» **Problem**
Repeat the listing below in full and exactly. Pictures are to be omitted.

» **Exercise data**
»»
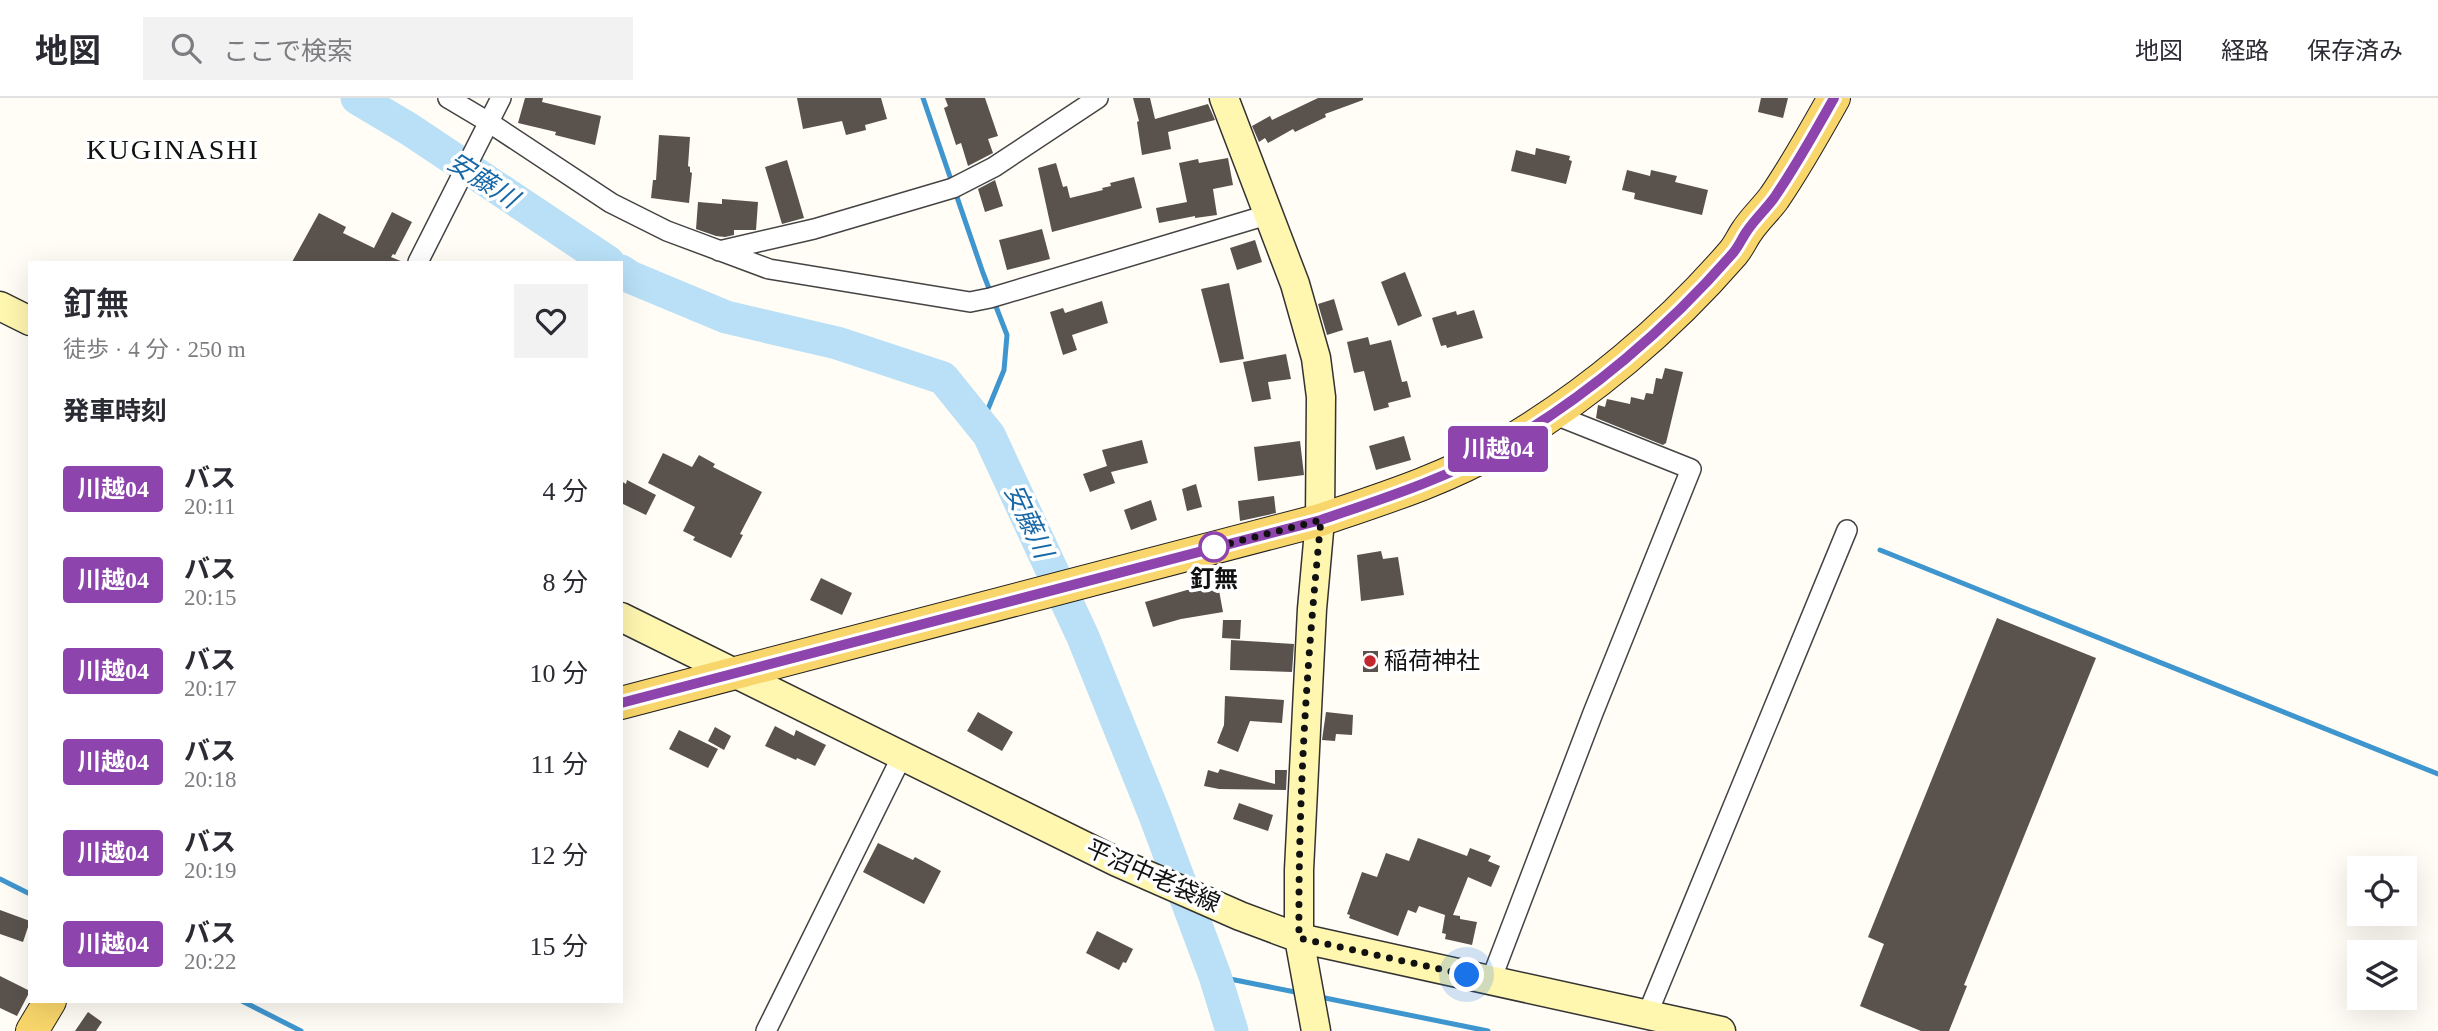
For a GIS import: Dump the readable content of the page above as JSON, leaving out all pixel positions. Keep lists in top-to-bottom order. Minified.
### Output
{"streets":{"main road":["平沼中老袋線"]},"districts":["KUGINASHI"],"water":["安藤川"],"places":["釘無","稲荷神社"],"lines":["bus line 川越04"],"page":{"header":"地図","search":"ここで検索","nav":["地図","経路","保存済み"],"on_map":"川越04","heading":[["釘無","徒歩 · 4 分 · 250 m"],"発車時刻"],"list":[{"mark":"川越04","name":"バス","note":"20:11","value":"4 分"},{"mark":"川越04","name":"バス","note":"20:15","value":"8 分"},{"mark":"川越04","name":"バス","note":"20:17","value":"10 分"},{"mark":"川越04","name":"バス","note":"20:18","value":"11 分"},{"mark":"川越04","name":"バス","note":"20:19","value":"12 分"},{"mark":"川越04","name":"バス","note":"20:22","value":"15 分"}]}}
««
» **Solution for this exercise**
For a GIS import: Dump the readable content of the page above as JSON, leaving out all pixel positions. Keep lists in top-to-bottom order. Minified.
### Output
{"streets":{"main road":["平沼中老袋線"]},"districts":["KUGINASHI"],"water":["安藤川"],"places":["釘無","稲荷神社"],"lines":["bus line 川越04"],"page":{"header":"地図","search":"ここで検索","nav":["地図","経路","保存済み"],"on_map":"川越04","heading":[["釘無","徒歩 · 4 分 · 250 m"],"発車時刻"],"list":[{"mark":"川越04","name":"バス","note":"20:11","value":"4 分"},{"mark":"川越04","name":"バス","note":"20:15","value":"8 分"},{"mark":"川越04","name":"バス","note":"20:17","value":"10 分"},{"mark":"川越04","name":"バス","note":"20:18","value":"11 分"},{"mark":"川越04","name":"バス","note":"20:19","value":"12 分"},{"mark":"川越04","name":"バス","note":"20:22","value":"15 分"}]}}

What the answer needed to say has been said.